* _Aim of the exercise_
Please keep the images out and set down the data exactly as given.

* _Stored items_
Start of Block

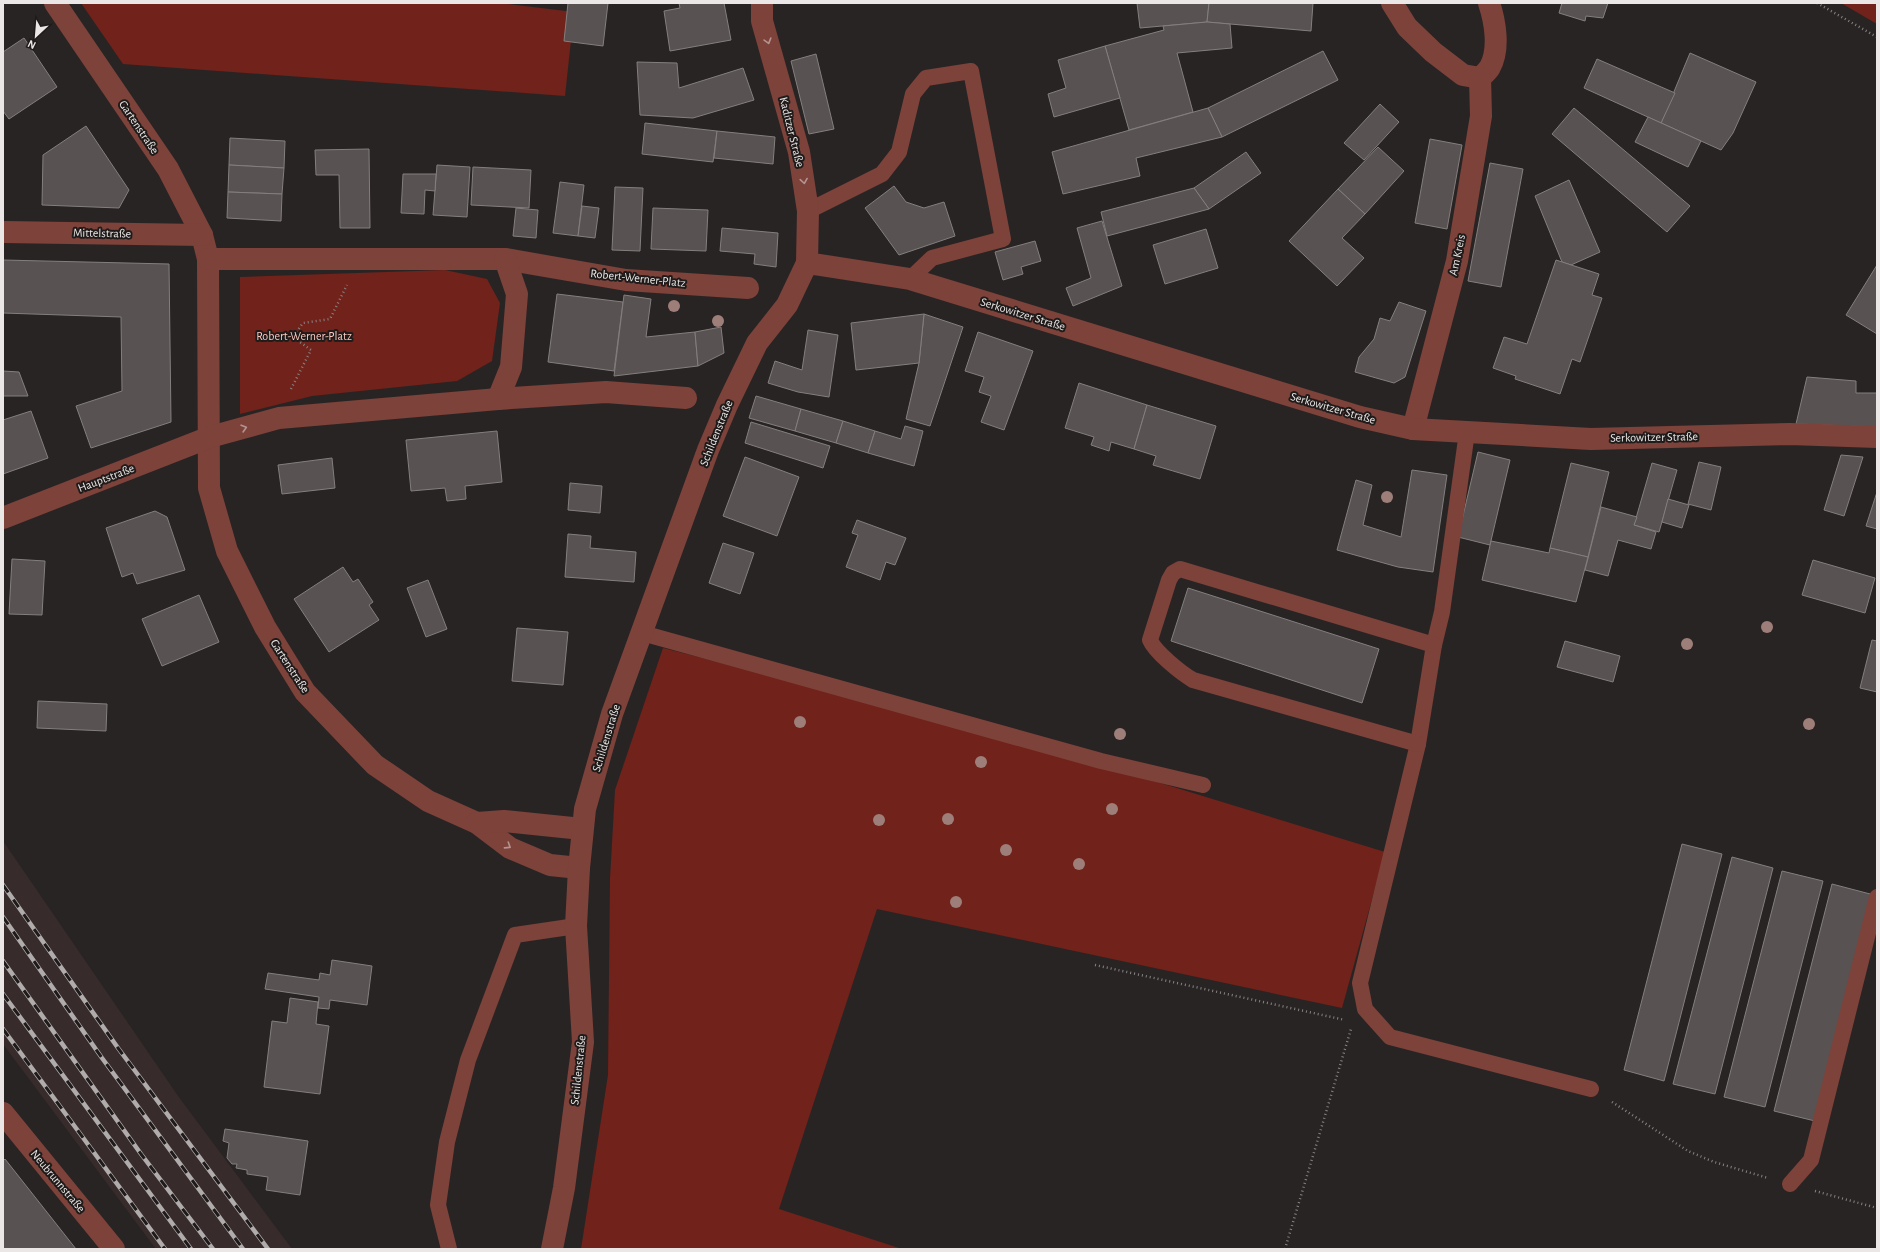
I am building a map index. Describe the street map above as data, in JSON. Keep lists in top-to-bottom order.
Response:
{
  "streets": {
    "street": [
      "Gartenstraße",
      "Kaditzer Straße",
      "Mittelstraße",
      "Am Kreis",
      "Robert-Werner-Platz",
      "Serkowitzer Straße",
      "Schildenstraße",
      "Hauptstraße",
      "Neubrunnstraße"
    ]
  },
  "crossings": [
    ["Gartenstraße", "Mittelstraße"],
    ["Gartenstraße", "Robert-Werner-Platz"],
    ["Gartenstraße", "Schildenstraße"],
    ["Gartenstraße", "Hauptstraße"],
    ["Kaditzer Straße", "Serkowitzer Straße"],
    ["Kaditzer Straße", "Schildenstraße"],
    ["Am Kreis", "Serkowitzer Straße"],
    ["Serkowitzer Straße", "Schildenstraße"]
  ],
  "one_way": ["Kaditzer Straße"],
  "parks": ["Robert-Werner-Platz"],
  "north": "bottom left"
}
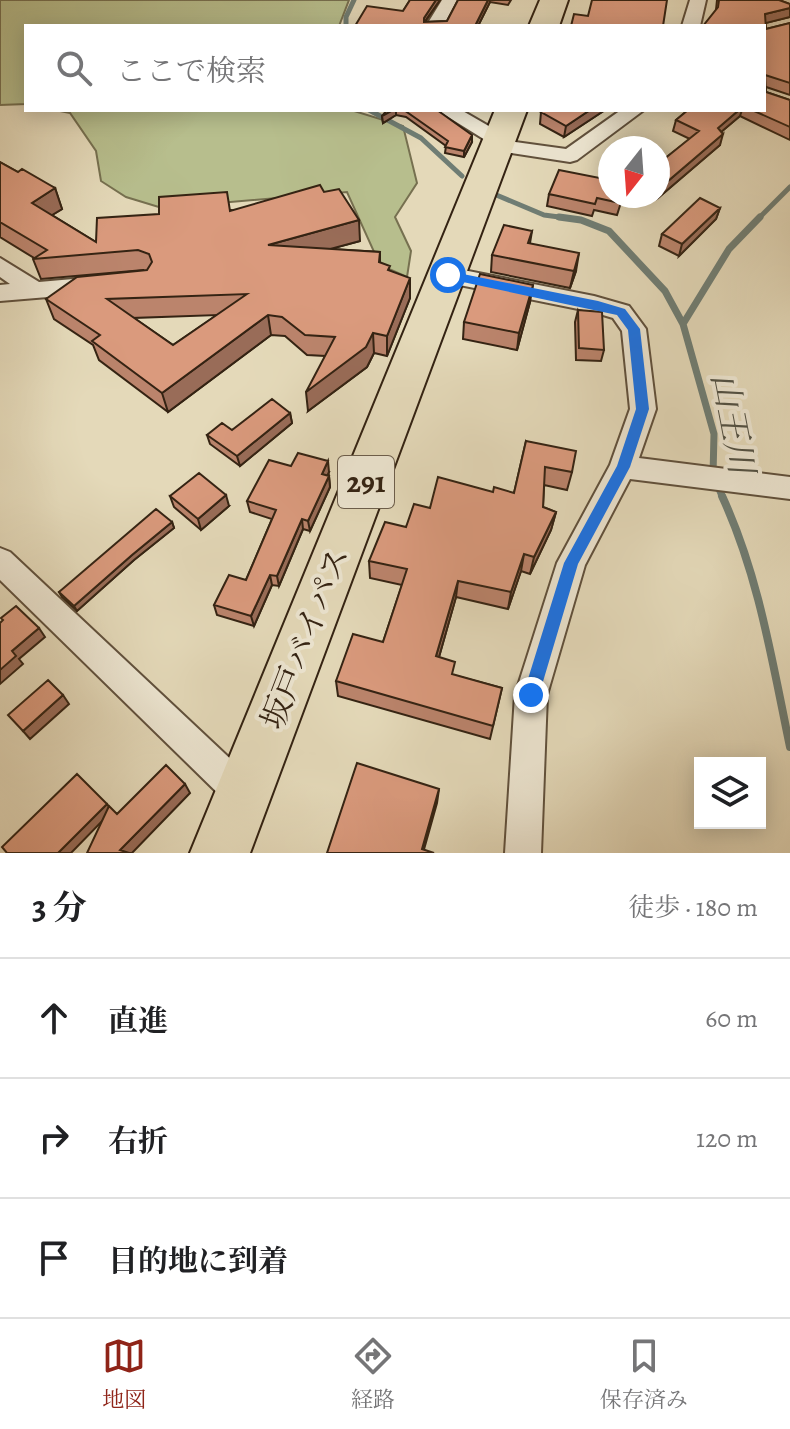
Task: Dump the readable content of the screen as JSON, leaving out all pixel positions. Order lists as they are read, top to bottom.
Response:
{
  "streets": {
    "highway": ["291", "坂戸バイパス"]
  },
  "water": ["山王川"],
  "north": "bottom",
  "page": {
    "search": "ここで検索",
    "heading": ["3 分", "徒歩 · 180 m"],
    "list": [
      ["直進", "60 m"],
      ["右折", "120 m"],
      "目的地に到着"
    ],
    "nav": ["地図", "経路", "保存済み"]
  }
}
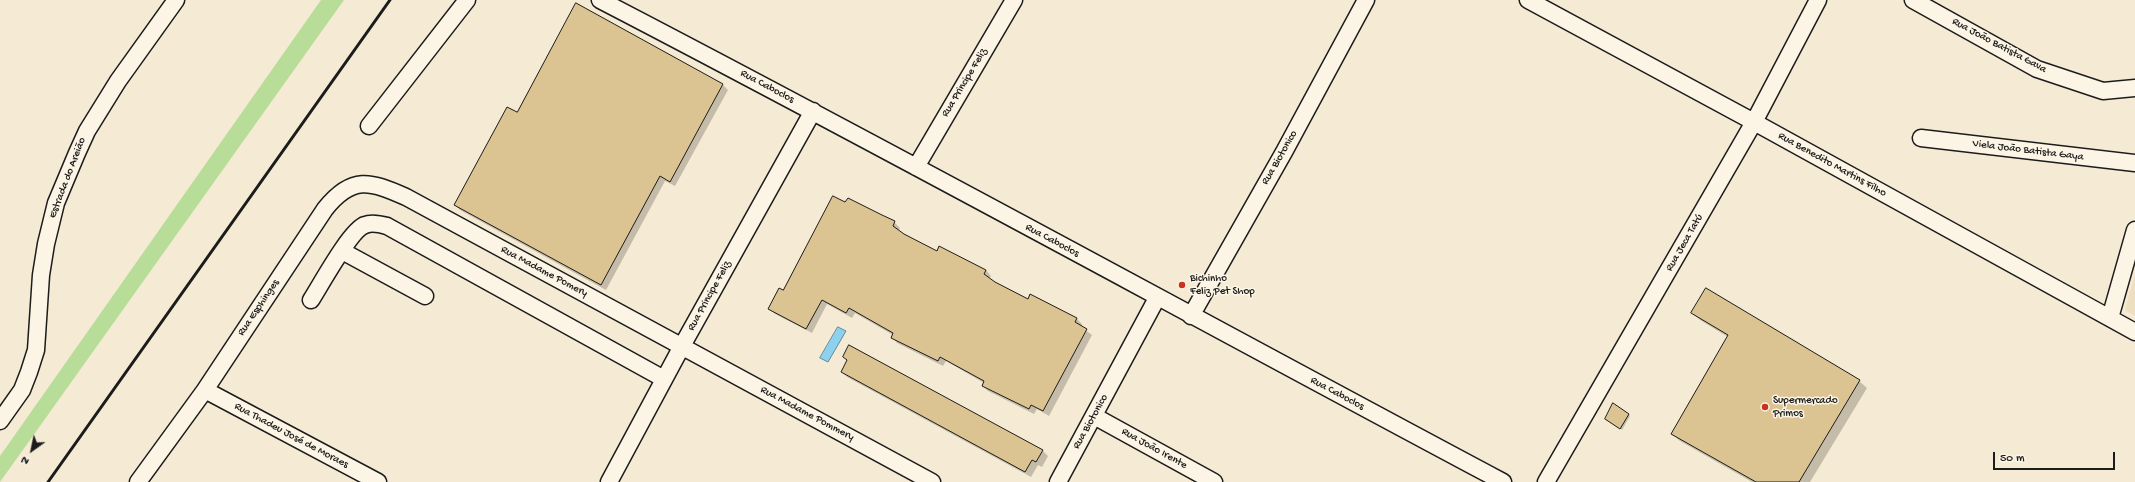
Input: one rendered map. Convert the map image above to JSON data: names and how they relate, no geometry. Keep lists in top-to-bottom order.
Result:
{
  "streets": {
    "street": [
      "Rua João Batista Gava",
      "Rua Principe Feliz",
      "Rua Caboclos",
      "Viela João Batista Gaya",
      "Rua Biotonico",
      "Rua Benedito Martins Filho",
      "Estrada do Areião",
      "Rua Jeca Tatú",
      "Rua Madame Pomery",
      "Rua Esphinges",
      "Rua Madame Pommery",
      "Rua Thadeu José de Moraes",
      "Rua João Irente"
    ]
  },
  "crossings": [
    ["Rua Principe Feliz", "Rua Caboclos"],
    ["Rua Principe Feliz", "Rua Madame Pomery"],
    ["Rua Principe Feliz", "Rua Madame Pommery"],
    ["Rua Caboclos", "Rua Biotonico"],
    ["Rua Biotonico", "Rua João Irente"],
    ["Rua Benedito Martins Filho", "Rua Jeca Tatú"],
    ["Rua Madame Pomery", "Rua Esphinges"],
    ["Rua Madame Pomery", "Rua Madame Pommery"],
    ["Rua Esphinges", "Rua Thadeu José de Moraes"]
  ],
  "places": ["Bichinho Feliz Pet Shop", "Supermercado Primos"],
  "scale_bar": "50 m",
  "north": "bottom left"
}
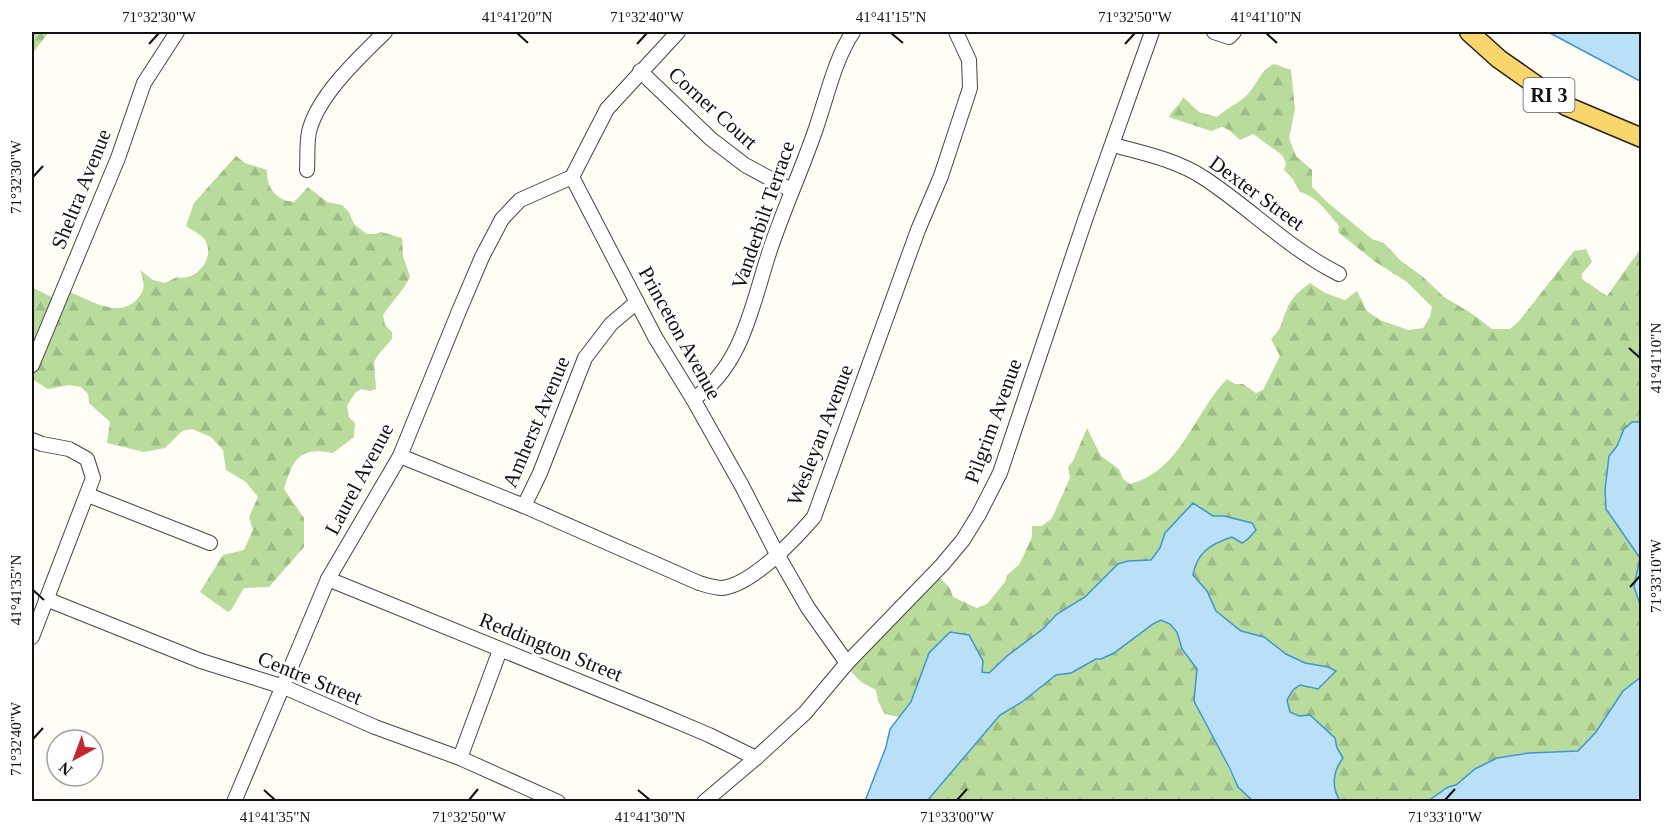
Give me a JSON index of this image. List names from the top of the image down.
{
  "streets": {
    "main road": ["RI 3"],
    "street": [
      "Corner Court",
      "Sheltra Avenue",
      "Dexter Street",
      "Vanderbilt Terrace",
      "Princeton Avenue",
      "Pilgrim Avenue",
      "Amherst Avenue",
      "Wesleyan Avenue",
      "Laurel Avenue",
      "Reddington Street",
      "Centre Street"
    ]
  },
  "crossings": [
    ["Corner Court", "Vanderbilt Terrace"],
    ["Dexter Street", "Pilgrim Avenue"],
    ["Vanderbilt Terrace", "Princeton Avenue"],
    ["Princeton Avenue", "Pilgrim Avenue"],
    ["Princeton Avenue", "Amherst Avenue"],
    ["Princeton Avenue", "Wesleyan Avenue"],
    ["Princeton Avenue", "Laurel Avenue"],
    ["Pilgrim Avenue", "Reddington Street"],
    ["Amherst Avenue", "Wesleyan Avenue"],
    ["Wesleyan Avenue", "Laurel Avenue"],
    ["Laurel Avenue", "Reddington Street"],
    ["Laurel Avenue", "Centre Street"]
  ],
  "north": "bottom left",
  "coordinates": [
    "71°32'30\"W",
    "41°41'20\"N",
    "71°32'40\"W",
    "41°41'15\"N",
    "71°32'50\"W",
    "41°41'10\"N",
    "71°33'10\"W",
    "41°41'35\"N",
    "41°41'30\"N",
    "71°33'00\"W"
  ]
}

End of Block

* _Result_
I am building a map index. Describe the street map above as data, in JSON. Keep lists in top-to-bottom order.
Response:
{
  "streets": {
    "street": [
      "Gartenstraße",
      "Kaditzer Straße",
      "Mittelstraße",
      "Am Kreis",
      "Robert-Werner-Platz",
      "Serkowitzer Straße",
      "Schildenstraße",
      "Hauptstraße",
      "Neubrunnstraße"
    ]
  },
  "crossings": [
    ["Gartenstraße", "Mittelstraße"],
    ["Gartenstraße", "Robert-Werner-Platz"],
    ["Gartenstraße", "Schildenstraße"],
    ["Gartenstraße", "Hauptstraße"],
    ["Kaditzer Straße", "Serkowitzer Straße"],
    ["Kaditzer Straße", "Schildenstraße"],
    ["Am Kreis", "Serkowitzer Straße"],
    ["Serkowitzer Straße", "Schildenstraße"]
  ],
  "one_way": ["Kaditzer Straße"],
  "parks": ["Robert-Werner-Platz"],
  "north": "bottom left"
}
Task: Dump the readable content of the screen as JSON, leaving out all pixel positions. Order lists as they are read, top to bottom.
Response:
{
  "streets": {
    "highway": ["291", "坂戸バイパス"]
  },
  "water": ["山王川"],
  "north": "bottom",
  "page": {
    "search": "ここで検索",
    "heading": ["3 分", "徒歩 · 180 m"],
    "list": [
      ["直進", "60 m"],
      ["右折", "120 m"],
      "目的地に到着"
    ],
    "nav": ["地図", "経路", "保存済み"]
  }
}
Input: one rendered map. Convert the map image above to JSON data: names and how they relate, no geometry. Keep lists in top-to-bottom order.
Result:
{
  "streets": {
    "street": [
      "Rua João Batista Gava",
      "Rua Principe Feliz",
      "Rua Caboclos",
      "Viela João Batista Gaya",
      "Rua Biotonico",
      "Rua Benedito Martins Filho",
      "Estrada do Areião",
      "Rua Jeca Tatú",
      "Rua Madame Pomery",
      "Rua Esphinges",
      "Rua Madame Pommery",
      "Rua Thadeu José de Moraes",
      "Rua João Irente"
    ]
  },
  "crossings": [
    ["Rua Principe Feliz", "Rua Caboclos"],
    ["Rua Principe Feliz", "Rua Madame Pomery"],
    ["Rua Principe Feliz", "Rua Madame Pommery"],
    ["Rua Caboclos", "Rua Biotonico"],
    ["Rua Biotonico", "Rua João Irente"],
    ["Rua Benedito Martins Filho", "Rua Jeca Tatú"],
    ["Rua Madame Pomery", "Rua Esphinges"],
    ["Rua Madame Pomery", "Rua Madame Pommery"],
    ["Rua Esphinges", "Rua Thadeu José de Moraes"]
  ],
  "places": ["Bichinho Feliz Pet Shop", "Supermercado Primos"],
  "scale_bar": "50 m",
  "north": "bottom left"
}
Give me a JSON index of this image. List names from the top of the image down.
{
  "streets": {
    "main road": ["RI 3"],
    "street": [
      "Corner Court",
      "Sheltra Avenue",
      "Dexter Street",
      "Vanderbilt Terrace",
      "Princeton Avenue",
      "Pilgrim Avenue",
      "Amherst Avenue",
      "Wesleyan Avenue",
      "Laurel Avenue",
      "Reddington Street",
      "Centre Street"
    ]
  },
  "crossings": [
    ["Corner Court", "Vanderbilt Terrace"],
    ["Dexter Street", "Pilgrim Avenue"],
    ["Vanderbilt Terrace", "Princeton Avenue"],
    ["Princeton Avenue", "Pilgrim Avenue"],
    ["Princeton Avenue", "Amherst Avenue"],
    ["Princeton Avenue", "Wesleyan Avenue"],
    ["Princeton Avenue", "Laurel Avenue"],
    ["Pilgrim Avenue", "Reddington Street"],
    ["Amherst Avenue", "Wesleyan Avenue"],
    ["Wesleyan Avenue", "Laurel Avenue"],
    ["Laurel Avenue", "Reddington Street"],
    ["Laurel Avenue", "Centre Street"]
  ],
  "north": "bottom left",
  "coordinates": [
    "71°32'30\"W",
    "41°41'20\"N",
    "71°32'40\"W",
    "41°41'15\"N",
    "71°32'50\"W",
    "41°41'10\"N",
    "71°33'10\"W",
    "41°41'35\"N",
    "41°41'30\"N",
    "71°33'00\"W"
  ]
}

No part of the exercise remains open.